In sintesi, un’attenta lettura del diritto giurisprudenziale non consente di stabilire con certezza se, e in che termini, l’articolazione della business judgment rule comprenda anche una componente riconducibile al duty of care. Il problema, tuttavia, va oltre l’aspetto terminologico e, anzi, sostanzialmente ne prescinde, come dimostrano le vicende del diritto del Delaware nel­l’arco degli ultimi cinquant’anni. In tali vicende, com’è noto, rappresenta uno spartiacque la sentenza più nota e controversa del diritto societario statunitense, Smith v. Van Gorkom, la cui notorietà deriva proprio dal­l’aver affrontato esplicitamente il rapporto tra business judgment rule e duty of care 13. In precedenza, sebbene l’espressa statuizione dell’esistenza di un duty of care in capo agli amministratori sia maturata nella giurisprudenza in discorso con un certo ritardo rispetto ad altri Stati 14, già in altre occasioni, e da diverso tempo, le Corti di primo e di secondo grado avevano affermato che la violazione di fiduciary duty è integrata anche da un comportamento “grossly negligent” e che gli amministratori devono adottare decisioni informate per beneficiare della judicial deference verso le proprie scelte 15. Tuttavia si era trattato di affermazioni teoriche che non avevano mai condotto a pronunce di condanna di amministratori al risarcimento di danni. La novità della decisione della Supreme Court nel caso citato – e la ragione del clamore da essa sollevato – sta nell’essere stata la prima sentenza in quello Stato a censurare l’attività di un board of directors per violazione del duty of care nell’ambito di un’azione di responsabilità 16. La pronuncia ha notoriamente ricevuto molte critiche tra i commentatori statunitensi, anche con toni estremi 17. Ma il dissenso non si è diretto contro i principi di diritto da essa enunciati, bensì contro la valutazione che la Corte ha dato ai fatti di causa alla luce di quelle premesse giuridiche. Tali premesse, a ben vedere, semplicemente riprendevano e sviluppavano in alcune logiche implicazioni gli approdi raggiunti dalla giurisprudenza precedente in tema di business judgment rule e fiduciary duties, peraltro già poco prima riepilogati dalla stessa Corte, come riferito, in Aronson v. Lewis. Anzi, in riferimento ai [continua ..]

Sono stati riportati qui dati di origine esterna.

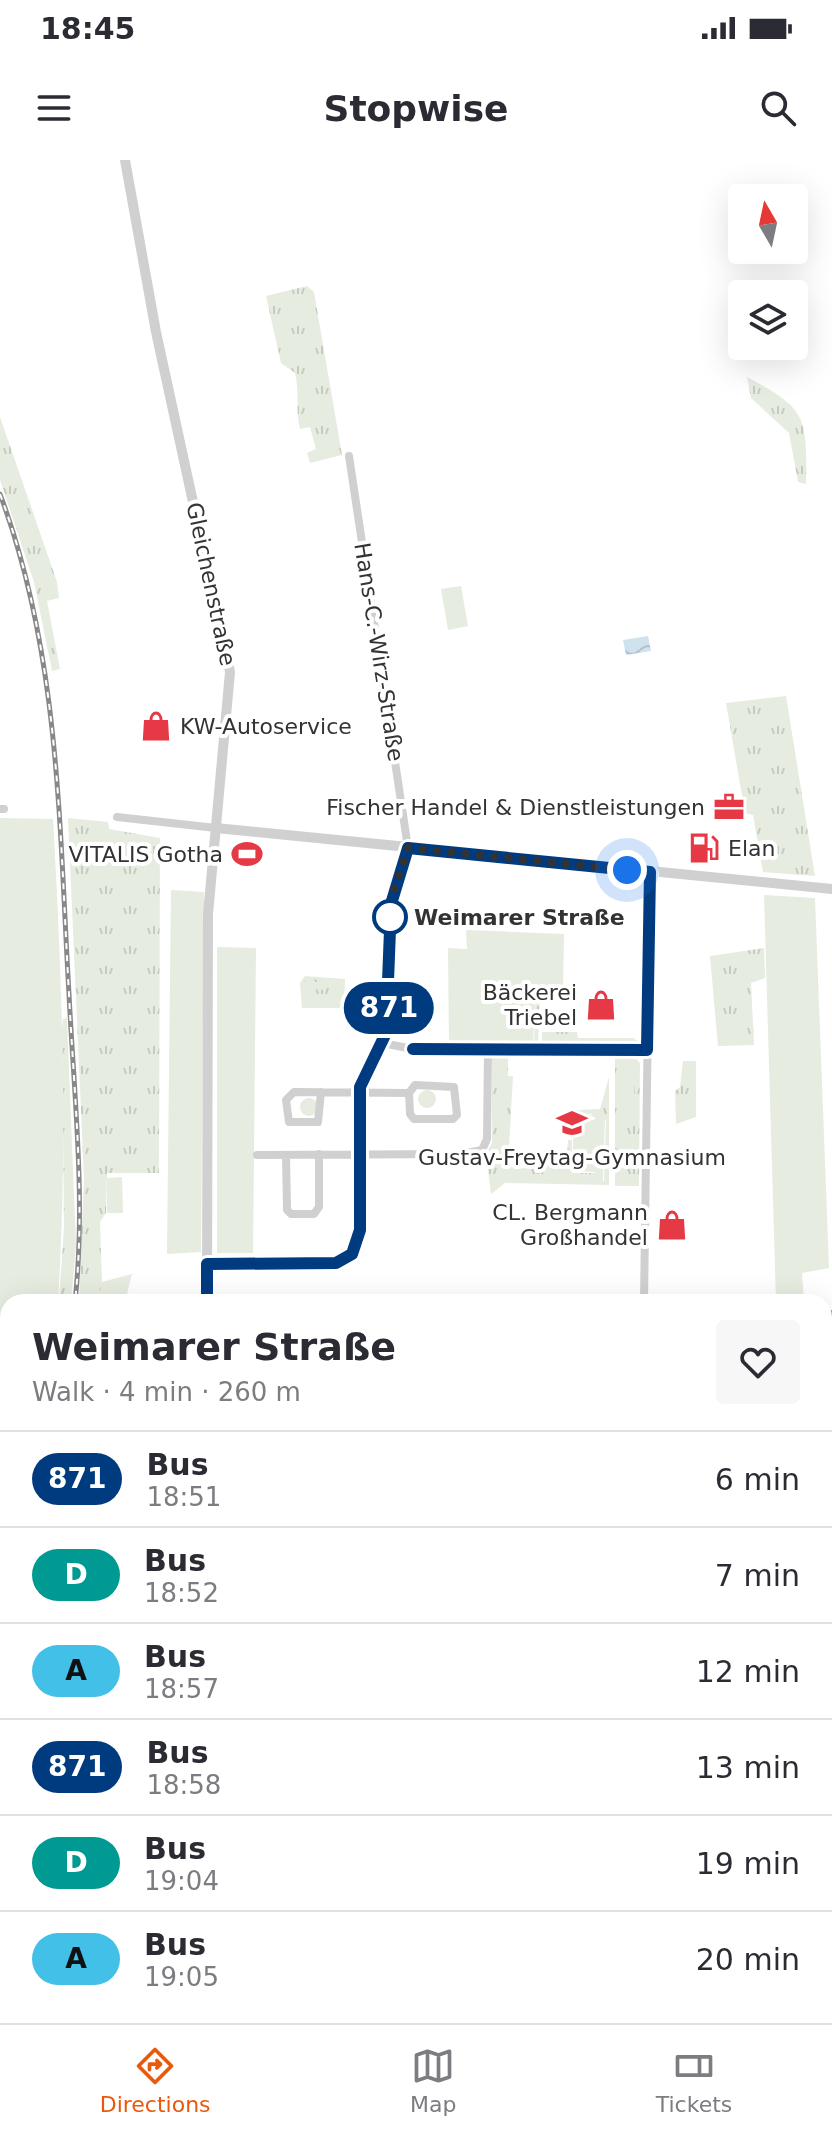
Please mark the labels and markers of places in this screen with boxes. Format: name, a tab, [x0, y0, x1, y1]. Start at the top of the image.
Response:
shop icon: KW-Autoservice	[139, 709, 173, 743]
place label: KW-Autoservice	[180, 714, 352, 739]
office icon: Fischer Handel & Dienstleistungen	[712, 790, 746, 824]
place label: Fischer Handel & Dienstleistungen	[326, 795, 705, 820]
fuel station icon: Elan	[687, 831, 721, 865]
place label: Elan	[728, 836, 775, 861]
sports icon: VITALIS Gotha	[230, 837, 264, 871]
place label: VITALIS Gotha	[68, 842, 223, 867]
marker: Weimarer Straße	[373, 900, 407, 934]
place label: Weimarer Straße	[414, 905, 625, 930]
place label: Bäckerei Triebel	[483, 980, 577, 1030]
shop icon: Bäckerei Triebel	[584, 988, 618, 1022]
school or university icon: Gustav-Freytag-Gymnasium	[555, 1106, 589, 1140]
place label: Gustav-Freytag-Gymnasium	[418, 1145, 726, 1170]
place label: CL. Bergmann Großhandel	[492, 1200, 648, 1250]
shop icon: CL. Bergmann Großhandel	[655, 1208, 689, 1242]

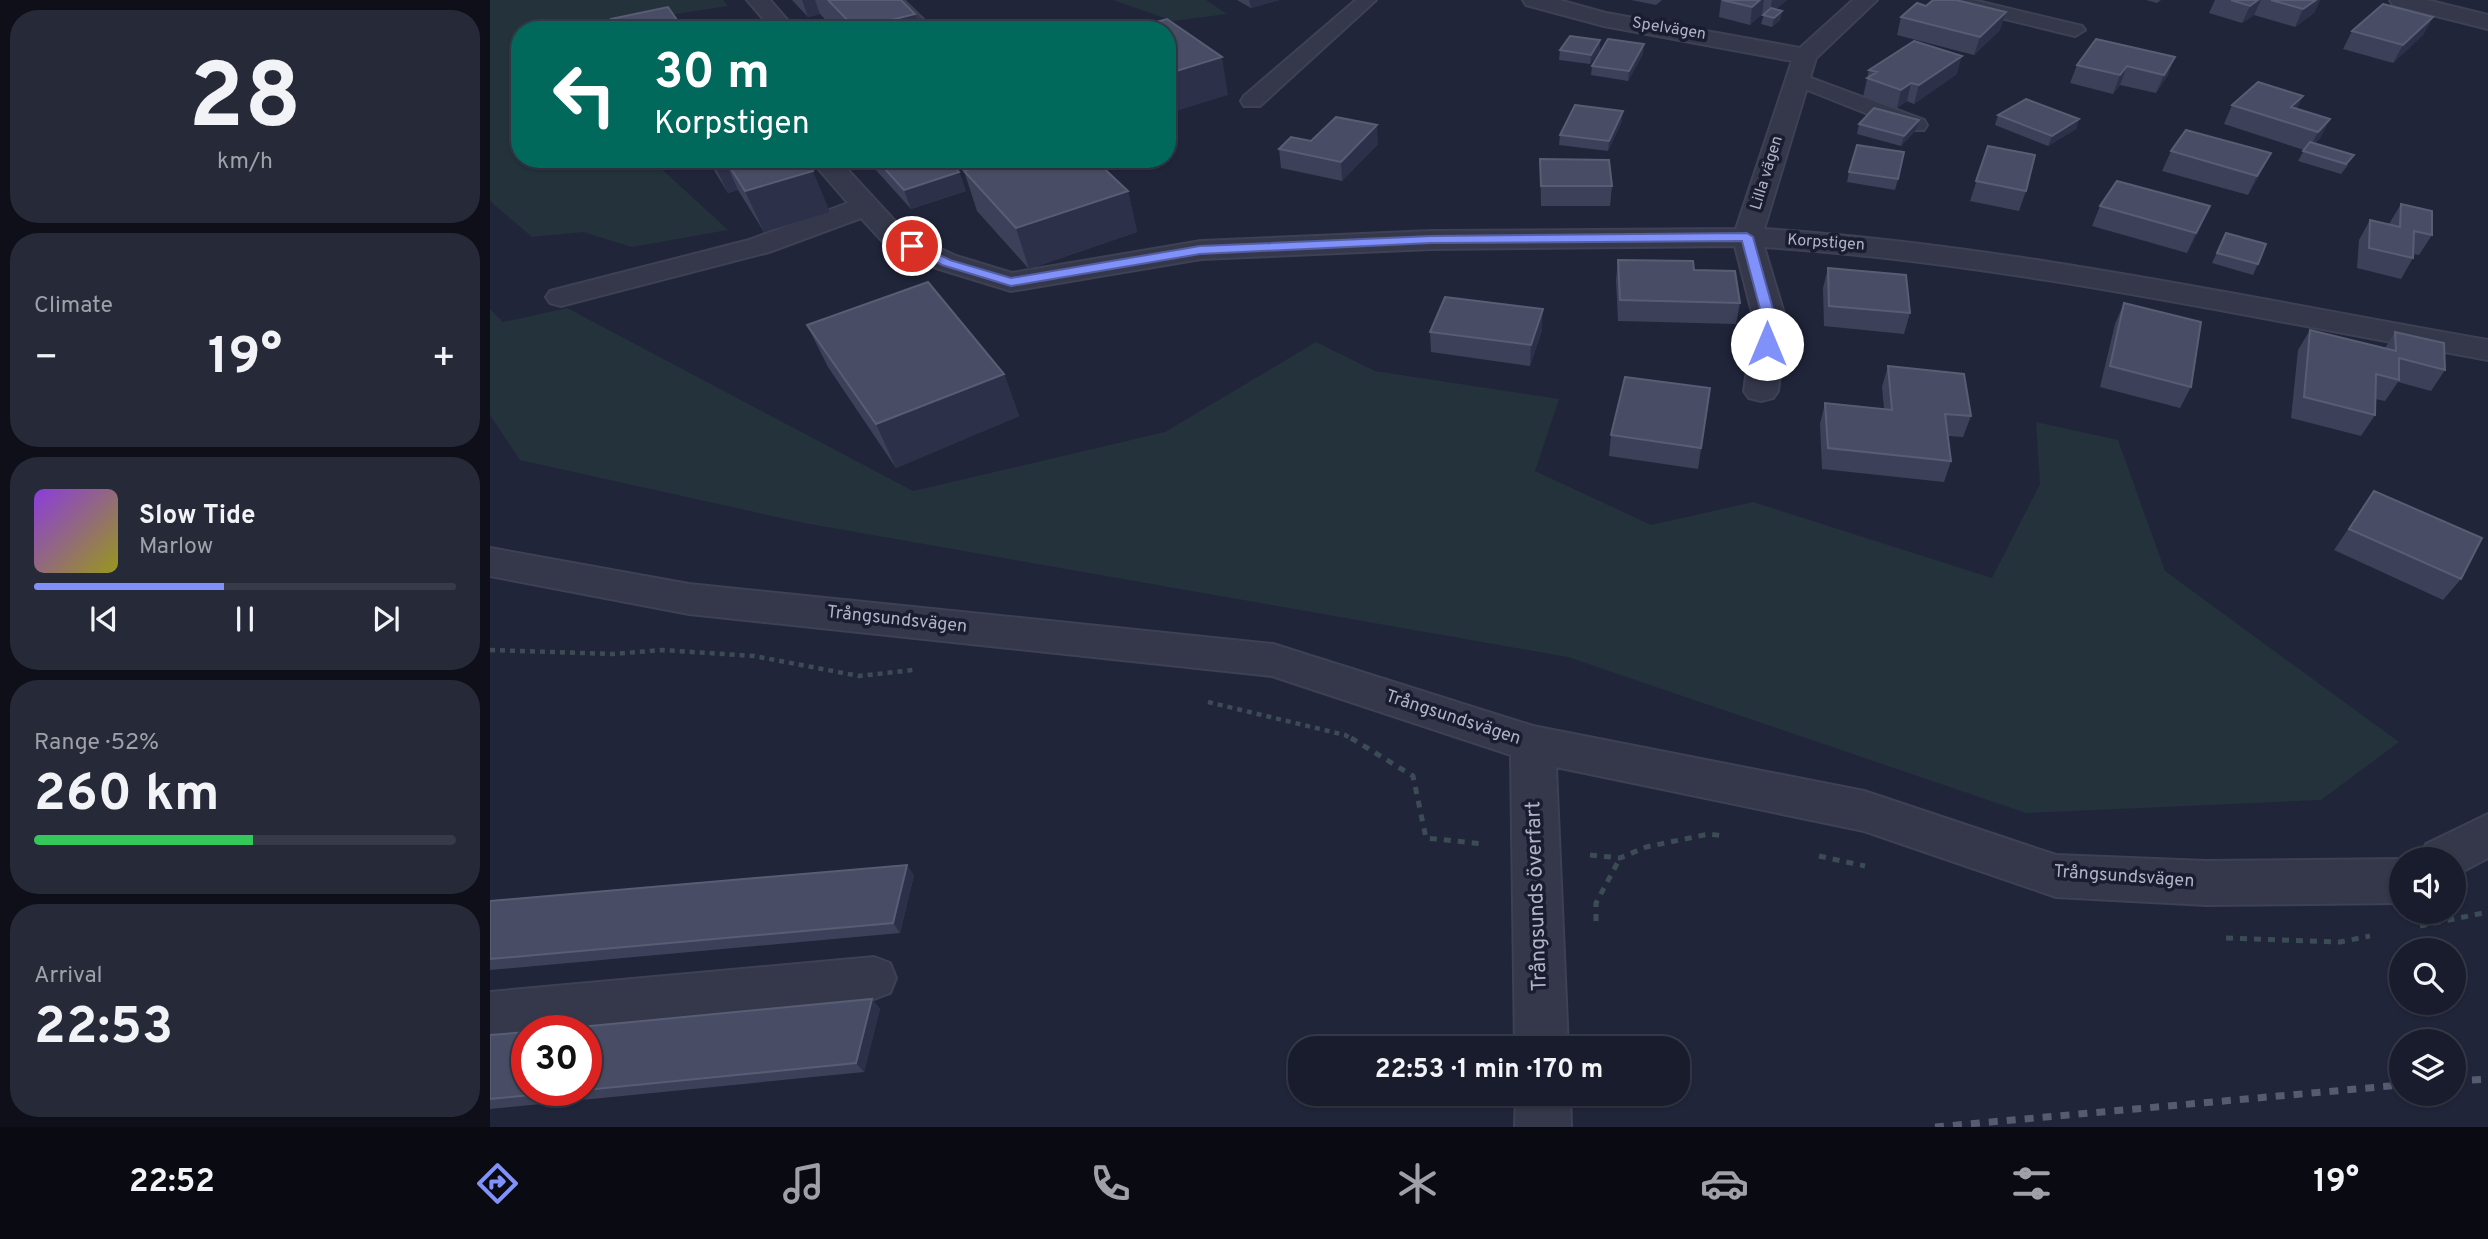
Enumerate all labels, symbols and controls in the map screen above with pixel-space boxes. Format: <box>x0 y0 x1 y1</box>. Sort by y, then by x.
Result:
street label: Spelvägen <box>1631 13 1707 45</box>
text: 30 m <box>654 44 770 106</box>
text: 28 <box>189 45 301 160</box>
icon: left <box>539 49 630 140</box>
text: Korpstigen <box>654 105 810 145</box>
street label: Lilla vägen <box>1746 133 1788 213</box>
text: km/h <box>217 148 273 177</box>
pin <box>882 216 942 276</box>
icon: arrive <box>893 227 931 265</box>
street label: Korpstigen <box>1786 230 1866 256</box>
text: Climate <box>34 292 113 321</box>
position arrow <box>1730 307 1804 381</box>
text: 19° <box>208 326 282 392</box>
text: − <box>34 335 59 384</box>
text: + <box>431 335 456 384</box>
text: Slow Tide <box>139 500 256 533</box>
text: Marlow <box>139 533 213 562</box>
icon: previous <box>85 600 123 638</box>
icon: pause <box>226 600 264 638</box>
icon: next <box>367 600 405 638</box>
street label: Trångsundsvägen <box>826 601 968 639</box>
street label: Trångsundsvägen <box>1382 685 1524 751</box>
text: Range · 52% <box>34 729 159 758</box>
text: 260 km <box>34 763 220 829</box>
street label: Trångsunds överfart <box>1520 800 1554 992</box>
map controls <box>2389 847 2466 1106</box>
button: sound <box>2389 847 2466 924</box>
street label: Trångsundsvägen <box>2053 861 2195 893</box>
button: search <box>2389 938 2466 1015</box>
text: Arrival <box>34 962 103 991</box>
text: 22:53 <box>34 996 173 1062</box>
speed limit sign: 30 <box>511 1015 602 1106</box>
button: layers <box>2389 1029 2466 1106</box>
text: 22:53 · 1 min · 170 m <box>1375 1054 1603 1087</box>
icon: directions <box>473 1159 522 1208</box>
icon: music <box>779 1159 828 1208</box>
icon: phone <box>1086 1159 1135 1208</box>
icon: climate <box>1393 1159 1442 1208</box>
icon: car <box>1700 1159 1749 1208</box>
icon: filters <box>2007 1159 2056 1208</box>
text: 22:52 <box>129 1163 215 1203</box>
text: 19° <box>2313 1163 2359 1203</box>

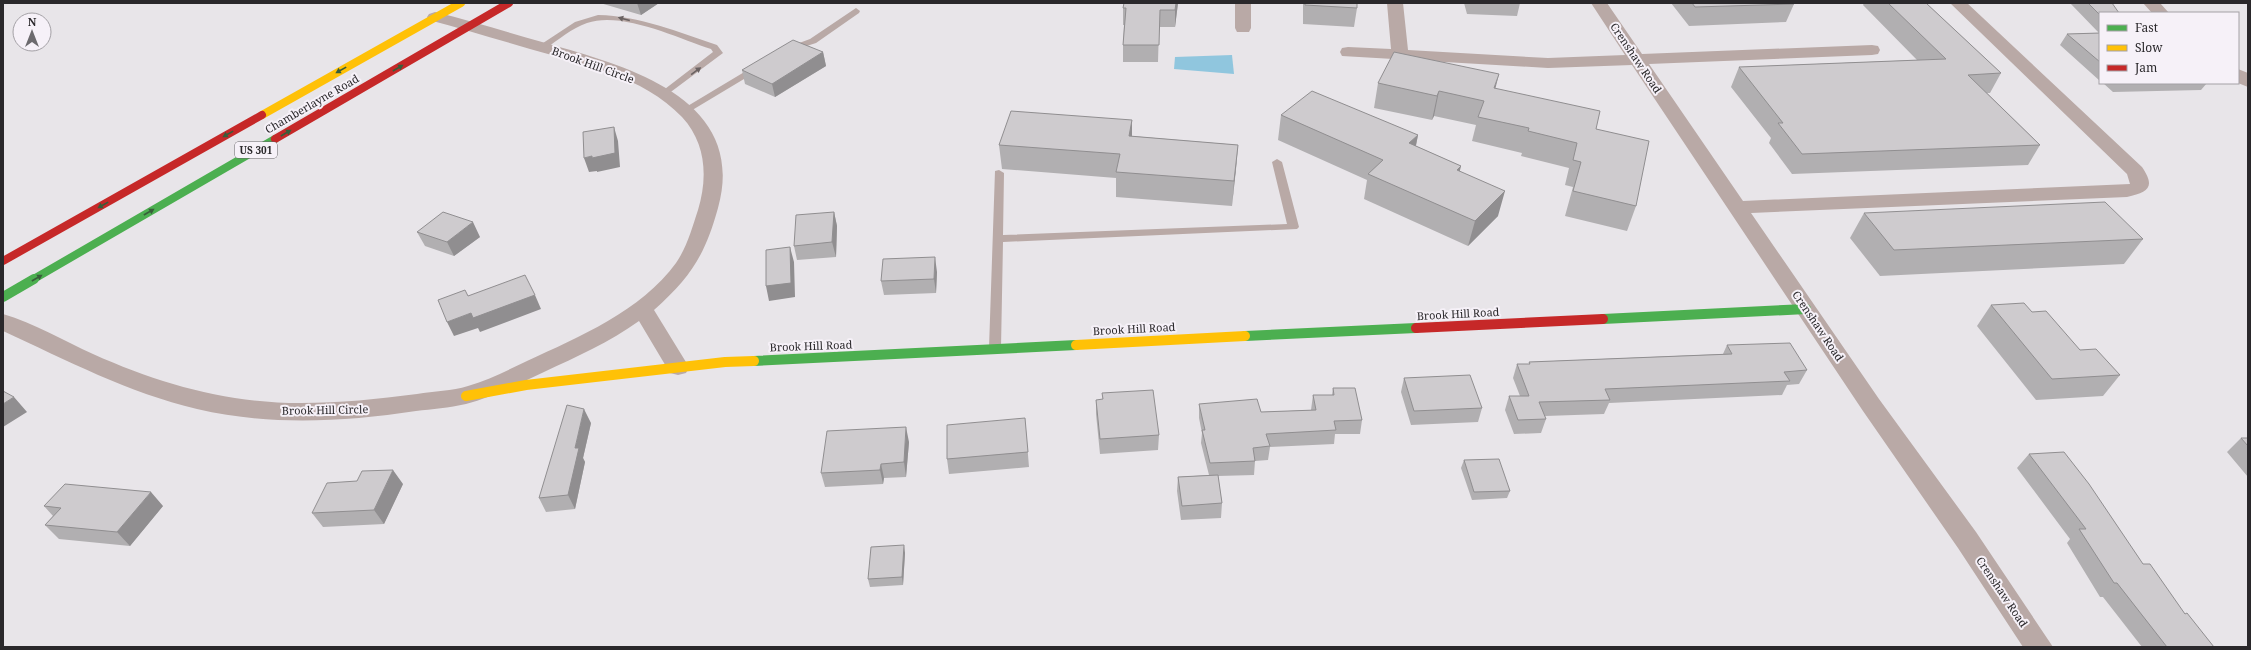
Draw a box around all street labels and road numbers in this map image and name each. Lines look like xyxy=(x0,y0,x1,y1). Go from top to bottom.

5. Le giustificazioni a livello funzionale

Ma gli spunti di maggiore interesse in prospettiva comparatistica appaiono provenire dall’esame dei profili che concorrono a spiegare, sia sul piano funzionale che su quello formale, la conformazione del canone in discorso. Le ragioni di ordine funzionale – che, come è noto, nel contesto statunitense ricevono peculiare considerazione sia nella dottrina che nella giurisprudenza – costituiscono argomento essenziale e condiviso in quasi tutte le innumerevoli opinioni espresse sul tema. Su questo aspetto, le posizioni si differenziano solo per gradazione: mentre chi sostiene una concezione “debole” della business judgment rule come “standard of liability” cerca di contemperare questo tipo di istanze con l’esigenza di non sterilizzare il duty of care degli amministratori 25, chi invece sposa una concezione “forte” dello stesso canone come “abstention doctrine” attribuisce alla prospettiva funzionale importanza dirimente e, proprio in tale prospettiva, ritiene sacrificabile il ruolo svolto dal duty of care 26. Le argomentazioni in proposito sono assai note. Poiché, da un lato, i giudici non hanno competenze ed esperienze adeguate per riesaminare delle decisioni imprenditoriali, per di più spesso complesse, e, dall’altro, la valutazione retrospettiva di scelte aleatorie è inevitabilmente esposta al condizionamento del “senno di poi”, è molto elevato il pericolo che il sindacato giudiziario sull’attività di gestione porti a condannare gli amministratori a ingenti risarcimenti, anche in conseguenza di semplici errori di valutazione o di imponderabili imprevisti, che sono componenti fisiologiche di qualsiasi attività d’impresa. La necessità di offrire agli amministratori un argine contro questo pericolo è allora giustificata non solo dall’esigenza di evitare decisioni ingiuste per esiti che essi non avrebbero comunque potuto evitare, ma soprattutto dall’interesse a non stimolare un’inde­siderabile avversione al rischio, dato che il timore di risarcimenti potenzialmente esorbitanti rispetto al patrimonio individuale potrebbe facilmente indurre anche validi professionisti ad adottare scelte eccessivamente prudenti o, addirittura, a non assumere o a non proseguire l’incarico 27. Molti, poi, osservano anche che, in realtà, le dinamiche concorrenziali con [continua ..]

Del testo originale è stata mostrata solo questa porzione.